WHAT TO DO
The lines needed are those below that contain the word "body"; copy each one.

[Saved entries]
········

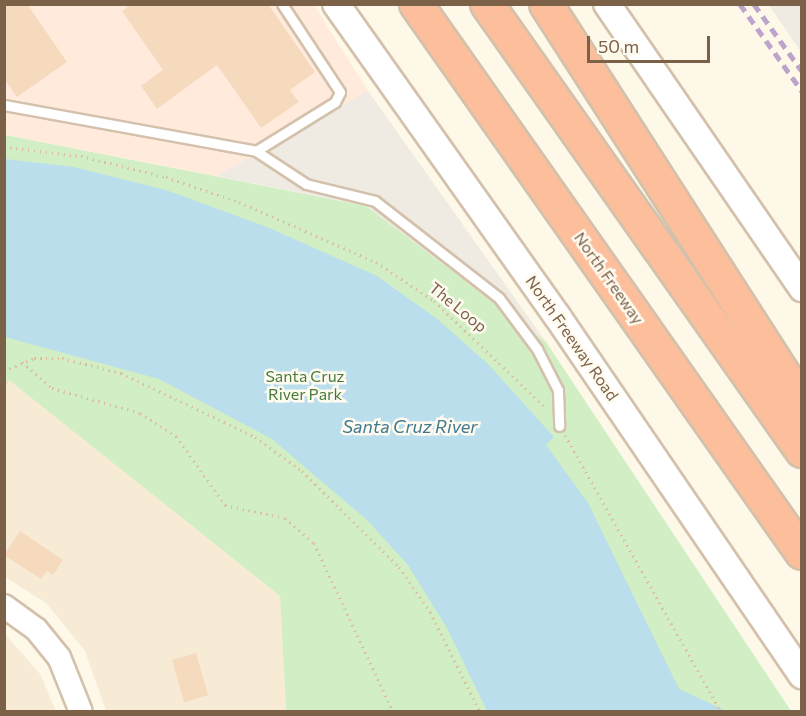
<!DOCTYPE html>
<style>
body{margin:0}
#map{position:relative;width:806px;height:716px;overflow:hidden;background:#fef8e9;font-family:Commissioner,sans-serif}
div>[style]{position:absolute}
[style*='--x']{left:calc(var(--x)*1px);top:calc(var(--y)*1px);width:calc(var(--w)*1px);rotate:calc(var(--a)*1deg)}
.residential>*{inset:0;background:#f7ebd6}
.commercial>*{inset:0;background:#ffeadc}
.industrial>*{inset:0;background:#efeae2}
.green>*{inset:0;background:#d1eec5}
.water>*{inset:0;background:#badeeb}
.building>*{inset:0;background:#f6dabe;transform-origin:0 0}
.path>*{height:3px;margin-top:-1.5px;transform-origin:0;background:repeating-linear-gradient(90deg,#dcbea0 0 1.5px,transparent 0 6px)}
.roads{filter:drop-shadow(2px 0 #d3c1ac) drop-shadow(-2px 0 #d3c1ac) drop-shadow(0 2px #d3c1ac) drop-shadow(0 -2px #d3c1ac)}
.service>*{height:9px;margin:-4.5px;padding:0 4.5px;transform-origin:4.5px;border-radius:4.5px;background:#fff}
.tertiary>*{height:22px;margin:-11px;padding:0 11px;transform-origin:11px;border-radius:11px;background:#fff}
.secondary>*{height:26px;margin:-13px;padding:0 13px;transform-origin:13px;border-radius:13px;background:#fff}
.motorway>*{height:32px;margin:-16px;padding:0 16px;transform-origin:16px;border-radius:16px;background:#fdbf9b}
.rail>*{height:4.5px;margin-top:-2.25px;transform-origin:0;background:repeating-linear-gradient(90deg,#bda4cb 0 9px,transparent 0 15px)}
span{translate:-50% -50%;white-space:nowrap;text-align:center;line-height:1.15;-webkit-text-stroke:5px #fffbf1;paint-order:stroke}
.street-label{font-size:16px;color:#7c6149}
.park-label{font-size:16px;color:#487c3c}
.water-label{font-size:18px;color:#407a91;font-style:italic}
.frame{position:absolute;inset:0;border:6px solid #7c6149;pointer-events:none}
.scale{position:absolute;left:587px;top:36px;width:123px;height:27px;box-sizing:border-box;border:3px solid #7c6149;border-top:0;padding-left:8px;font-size:18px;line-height:21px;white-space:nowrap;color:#7c6149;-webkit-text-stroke:4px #fffbf1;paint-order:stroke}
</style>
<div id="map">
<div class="residential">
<div style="clip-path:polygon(9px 379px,280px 596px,286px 711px,106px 711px,85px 651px,46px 603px,5px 577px,4px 388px)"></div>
<div style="clip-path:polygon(5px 634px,40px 674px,56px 711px,5px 711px)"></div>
</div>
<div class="commercial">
<div style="clip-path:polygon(4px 5px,314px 5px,368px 91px,216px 176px,5px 135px)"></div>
</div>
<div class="industrial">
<div style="clip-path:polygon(769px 5px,801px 5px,801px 52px)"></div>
<div style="clip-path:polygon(368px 91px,546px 342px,366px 206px,216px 176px)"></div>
</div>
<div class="green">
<div style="clip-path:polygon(5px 135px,366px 206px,546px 342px,791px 711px,286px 711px,280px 596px,9px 380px,5px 388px)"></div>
</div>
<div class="water">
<div style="clip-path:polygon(5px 159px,74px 167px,166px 190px,267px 227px,377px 276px,436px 318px,488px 364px,554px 437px,546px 445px,588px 503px,679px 689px,726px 711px,487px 711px,447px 628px,408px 565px,367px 520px,272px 439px,159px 379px,5px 337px)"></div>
</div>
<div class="building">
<div style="clip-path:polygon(4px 4px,27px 4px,67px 62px,17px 97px,4px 79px)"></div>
<div style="clip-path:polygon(131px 4px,268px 4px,315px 72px,290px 90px,299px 102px,261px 128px,217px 65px,157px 109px,141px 86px,163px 70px,122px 11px)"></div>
<div style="clip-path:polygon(20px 531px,63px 560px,53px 575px,47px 571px,41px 579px,4px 555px)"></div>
<div style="left:196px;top:653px;width:44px;height:25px;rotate:74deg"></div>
</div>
<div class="path">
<div style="--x:4;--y:147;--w:78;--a:6.7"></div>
<div style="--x:81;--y:156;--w:88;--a:13.9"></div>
<div style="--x:166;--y:177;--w:77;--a:18.9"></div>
<div style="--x:239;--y:202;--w:150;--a:23.7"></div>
<div style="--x:376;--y:262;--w:70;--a:33.9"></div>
<div style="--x:434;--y:301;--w:155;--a:43.7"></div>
<div style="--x:22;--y:362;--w:40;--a:41"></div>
<div style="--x:52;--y:388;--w:91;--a:15.9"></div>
<div style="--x:140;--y:413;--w:43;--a:32.6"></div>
<div style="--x:176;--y:436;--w:85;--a:54.6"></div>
<div style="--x:225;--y:505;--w:61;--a:12.2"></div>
<div style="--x:285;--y:518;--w:38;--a:41"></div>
<div style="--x:314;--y:543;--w:187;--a:64.9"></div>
<div style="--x:4;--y:371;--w:33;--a:-23"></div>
<div style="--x:34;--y:358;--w:28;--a:0"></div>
<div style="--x:62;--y:358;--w:61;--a:14.3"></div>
<div style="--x:121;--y:373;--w:148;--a:25.5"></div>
<div style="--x:255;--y:437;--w:58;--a:35.9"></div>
<div style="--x:302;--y:471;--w:136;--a:44.7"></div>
<div style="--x:399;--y:567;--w:55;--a:55.4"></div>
<div style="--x:430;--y:612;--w:112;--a:63.4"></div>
<div style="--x:565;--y:435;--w:318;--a:60.6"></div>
</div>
<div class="roads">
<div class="service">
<div style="--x:4;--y:105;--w:256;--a:10.3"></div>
<div style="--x:256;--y:151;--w:93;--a:-31.8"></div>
<div style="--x:335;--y:102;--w:11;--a:-63"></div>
<div style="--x:340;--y:92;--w:105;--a:-123.4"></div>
<div style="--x:256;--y:151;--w:60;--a:33.4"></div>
<div style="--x:306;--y:184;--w:71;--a:13.8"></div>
<div style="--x:375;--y:201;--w:157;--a:38"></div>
<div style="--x:499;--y:298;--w:64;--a:53.3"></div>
<div style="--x:537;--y:349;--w:46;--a:62.9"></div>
<div style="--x:558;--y:390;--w:36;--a:88"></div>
</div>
<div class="tertiary">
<div style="--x:4;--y:606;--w:39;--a:36"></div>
<div style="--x:36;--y:629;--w:36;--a:51"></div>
<div style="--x:59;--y:657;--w:59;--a:68.2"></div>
</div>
<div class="secondary">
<div style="--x:336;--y:4;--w:382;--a:54.7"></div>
<div style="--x:557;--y:316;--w:435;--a:55.7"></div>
<div style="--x:607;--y:4;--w:345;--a:55.5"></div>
</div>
<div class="motorway">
<div style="--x:416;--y:4;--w:671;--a:54.89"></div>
<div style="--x:487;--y:4;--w:547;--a:54.83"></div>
<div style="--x:546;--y:4;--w:474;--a:57.3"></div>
</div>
</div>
<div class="rail">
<div style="--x:740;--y:4;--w:107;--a:54.5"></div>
<div style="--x:754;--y:4;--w:82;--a:54.4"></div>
</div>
<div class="street-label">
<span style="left:609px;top:278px;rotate:55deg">North Freeway</span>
<span style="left:458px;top:307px;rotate:39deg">The Loop</span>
<span style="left:572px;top:338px;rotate:55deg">North Freeway Road</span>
</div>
<div class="park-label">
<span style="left:305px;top:385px">Santa Cruz<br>River Park</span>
</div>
<div class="water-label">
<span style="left:410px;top:426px">Santa Cruz River</span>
</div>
<div class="frame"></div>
<div class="scale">50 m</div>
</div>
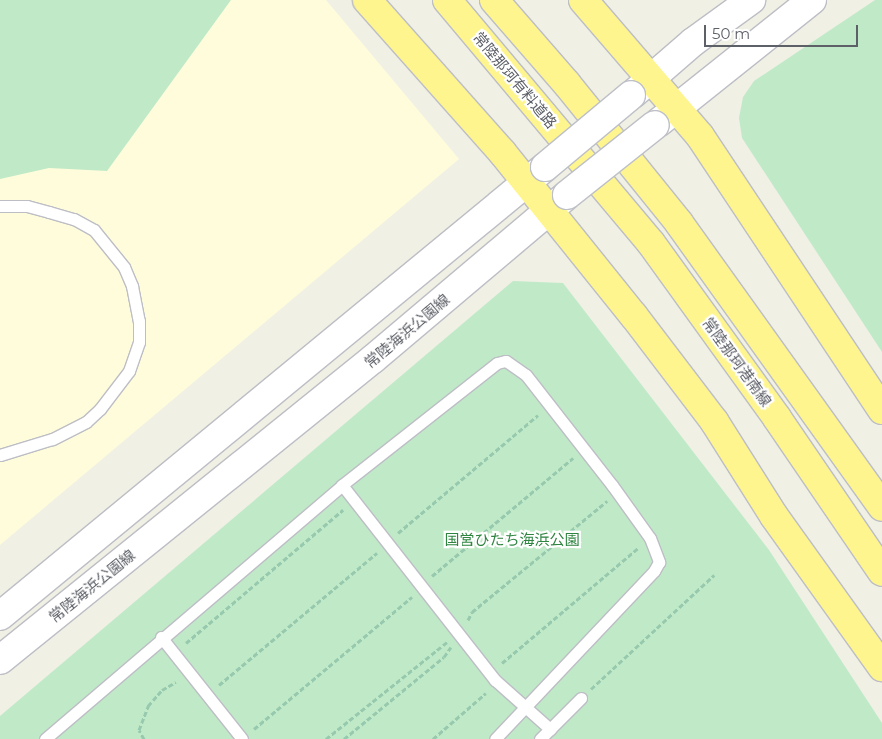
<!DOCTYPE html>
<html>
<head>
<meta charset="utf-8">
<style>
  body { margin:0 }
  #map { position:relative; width:882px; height:739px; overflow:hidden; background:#f0f0e5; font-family:Montserrat,"Noto Sans JP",sans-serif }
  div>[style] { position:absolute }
  .commercial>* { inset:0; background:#fffcdc }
  .green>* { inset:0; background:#c0eac7 }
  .path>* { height:3px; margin-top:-1.5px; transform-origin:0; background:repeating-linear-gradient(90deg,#97c9ae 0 5px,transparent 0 7.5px) }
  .roads { filter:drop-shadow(1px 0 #bdbec5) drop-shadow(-1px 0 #bdbec5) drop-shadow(0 1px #bdbec5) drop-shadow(0 -1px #bdbec5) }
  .service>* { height:11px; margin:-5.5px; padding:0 5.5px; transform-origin:5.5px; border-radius:5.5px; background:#fff }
  .secondary>* { height:28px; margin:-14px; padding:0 14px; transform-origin:14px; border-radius:14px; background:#fff }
  .motorway>* { height:28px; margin:-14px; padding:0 14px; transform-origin:14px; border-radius:14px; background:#fff58e }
  .bridges { filter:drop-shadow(1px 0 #bec0c7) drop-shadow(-1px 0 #bec0c7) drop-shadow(0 1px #bec0c7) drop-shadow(0 -1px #bec0c7) }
  .secondary-bridge>* { height:28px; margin:-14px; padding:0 14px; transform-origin:14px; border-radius:14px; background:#fff }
  span { translate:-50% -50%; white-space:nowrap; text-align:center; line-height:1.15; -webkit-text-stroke:4.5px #fff; paint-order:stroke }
  .street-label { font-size:15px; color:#5d6067 }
  .park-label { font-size:15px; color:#2e8540 }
  .scale { position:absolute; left:704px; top:25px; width:154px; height:22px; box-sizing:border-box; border:2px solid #5d6067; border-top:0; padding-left:6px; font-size:15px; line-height:18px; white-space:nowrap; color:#5d6067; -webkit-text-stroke:4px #fff; paint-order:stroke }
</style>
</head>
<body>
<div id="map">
  <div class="commercial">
    <i style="clip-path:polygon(0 0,326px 0,459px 159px,0 545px)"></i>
  </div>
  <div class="green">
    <i style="clip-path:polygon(0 0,231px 0,107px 171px,49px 168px,0 179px)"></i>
    <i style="clip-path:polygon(875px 0,882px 0,882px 352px,742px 138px,739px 118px,743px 97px,754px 81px)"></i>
    <i style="clip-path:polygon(513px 281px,563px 283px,769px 550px,882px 723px,882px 739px,0 739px,0 716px)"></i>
  </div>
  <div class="path">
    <i style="left:398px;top:533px;width:183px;rotate:-40.1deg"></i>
    <i style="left:432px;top:576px;width:184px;rotate:-39.9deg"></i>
    <i style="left:468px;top:620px;width:9px;rotate:-63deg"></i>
    <i style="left:472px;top:612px;width:175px;rotate:-39.4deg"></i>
    <i style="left:186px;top:643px;width:206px;rotate:-40.3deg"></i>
    <i style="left:502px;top:663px;width:178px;rotate:-40.2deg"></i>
    <i style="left:219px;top:685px;width:206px;rotate:-39.9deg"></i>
    <i style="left:591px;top:689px;width:168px;rotate:-42.8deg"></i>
    <i style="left:254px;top:729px;width:206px;rotate:-39.9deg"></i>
    <i style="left:144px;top:739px;width:10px;rotate:-119deg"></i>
    <i style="left:139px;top:730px;width:26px;rotate:-69deg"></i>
    <i style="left:148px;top:706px;width:21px;rotate:-49deg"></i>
    <i style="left:162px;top:690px;width:16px;rotate:-30deg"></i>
    <i style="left:326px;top:739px;width:155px;rotate:-38.7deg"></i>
    <i style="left:344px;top:739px;width:129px;rotate:-39.4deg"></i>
    <i style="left:444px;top:657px;width:12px;rotate:-55deg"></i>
    <i style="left:433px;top:739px;width:70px;rotate:-41deg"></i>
  </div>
  <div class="roads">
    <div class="service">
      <i style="left:0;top:206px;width:27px"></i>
      <i style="left:27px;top:206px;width:23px;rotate:15deg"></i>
      <i style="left:49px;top:212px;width:26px;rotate:16deg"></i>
      <i style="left:74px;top:219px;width:23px;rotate:29deg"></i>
      <i style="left:94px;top:230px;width:48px;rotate:51deg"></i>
      <i style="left:124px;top:267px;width:21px;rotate:67deg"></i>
      <i style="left:132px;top:286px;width:36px;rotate:79deg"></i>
      <i style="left:139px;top:321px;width:21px;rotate:90deg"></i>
      <i style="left:139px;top:342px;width:31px;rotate:109deg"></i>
      <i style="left:129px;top:371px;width:48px;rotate:127.3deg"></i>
      <i style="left:100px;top:409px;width:19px;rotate:137deg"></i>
      <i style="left:86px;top:422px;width:38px;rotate:153deg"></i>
      <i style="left:52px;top:439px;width:54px;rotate:162.9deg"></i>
      <i style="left:342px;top:485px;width:248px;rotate:51.9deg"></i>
      <i style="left:495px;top:680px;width:74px;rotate:41.7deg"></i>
      <i style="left:161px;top:637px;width:130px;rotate:51.5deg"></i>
      <i style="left:45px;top:739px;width:391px;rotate:-40.5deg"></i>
      <i style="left:342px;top:485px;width:197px;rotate:-38.2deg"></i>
      <i style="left:497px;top:363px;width:9px;rotate:-13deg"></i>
      <i style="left:506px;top:361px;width:24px;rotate:35deg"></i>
      <i style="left:526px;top:375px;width:140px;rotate:52deg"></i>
      <i style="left:612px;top:485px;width:65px;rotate:54.4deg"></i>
      <i style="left:650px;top:538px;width:26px;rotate:69deg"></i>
      <i style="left:659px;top:562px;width:10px;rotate:119deg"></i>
      <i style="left:654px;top:571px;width:231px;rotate:133.4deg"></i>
      <i style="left:540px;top:739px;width:58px;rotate:-45deg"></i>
    </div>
    <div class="secondary">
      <i style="left:633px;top:94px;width:79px;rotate:-40.9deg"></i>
      <i style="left:693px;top:42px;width:72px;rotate:-35.9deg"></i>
      <i style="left:658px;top:123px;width:197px;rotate:-38.6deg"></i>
      <i style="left:0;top:616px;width:706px;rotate:-39.48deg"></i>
      <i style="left:0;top:660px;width:479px;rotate:-38.9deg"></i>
      <i style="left:373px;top:359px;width:253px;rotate:-40.2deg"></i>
    </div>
    <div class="motorway">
      <i style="left:367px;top:0;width:203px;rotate:48.4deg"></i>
      <i style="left:502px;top:152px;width:211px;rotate:51.2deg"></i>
      <i style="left:634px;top:316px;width:132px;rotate:52.7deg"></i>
      <i style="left:714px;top:421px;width:112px;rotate:57.7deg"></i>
      <i style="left:774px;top:516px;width:186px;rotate:54.4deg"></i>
      <i style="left:447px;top:0;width:317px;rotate:50deg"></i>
      <i style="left:651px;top:243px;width:216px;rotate:54.2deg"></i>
      <i style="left:777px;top:418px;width:186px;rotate:55.7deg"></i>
      <i style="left:494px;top:0;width:111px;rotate:49deg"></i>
      <i style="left:567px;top:84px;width:179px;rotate:51.1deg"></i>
      <i style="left:679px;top:223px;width:349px;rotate:54.4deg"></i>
      <i style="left:583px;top:0;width:179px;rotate:49.3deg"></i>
      <i style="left:700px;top:136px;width:329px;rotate:56.4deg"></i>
    </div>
  </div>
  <div class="bridges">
    <div class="secondary-bridge">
      <i style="left:545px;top:167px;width:112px;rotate:-39.9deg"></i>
      <i style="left:567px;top:195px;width:112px;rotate:-38.5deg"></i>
    </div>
  </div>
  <div class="street-label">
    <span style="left:515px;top:80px;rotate:50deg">常陸那珂有料道路</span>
    <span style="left:407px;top:331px;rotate:-40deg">常陸海浜公園線</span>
    <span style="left:737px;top:362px;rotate:54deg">常陸那珂港南線</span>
    <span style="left:92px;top:586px;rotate:-39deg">常陸海浜公園線</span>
  </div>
  <div class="park-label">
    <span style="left:512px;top:540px">国営ひたち海浜公園</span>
  </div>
  <div class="scale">50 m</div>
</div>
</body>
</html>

········

ANSWER AREA
body{margin:0}
  body { margin:0 }
<body>
</body>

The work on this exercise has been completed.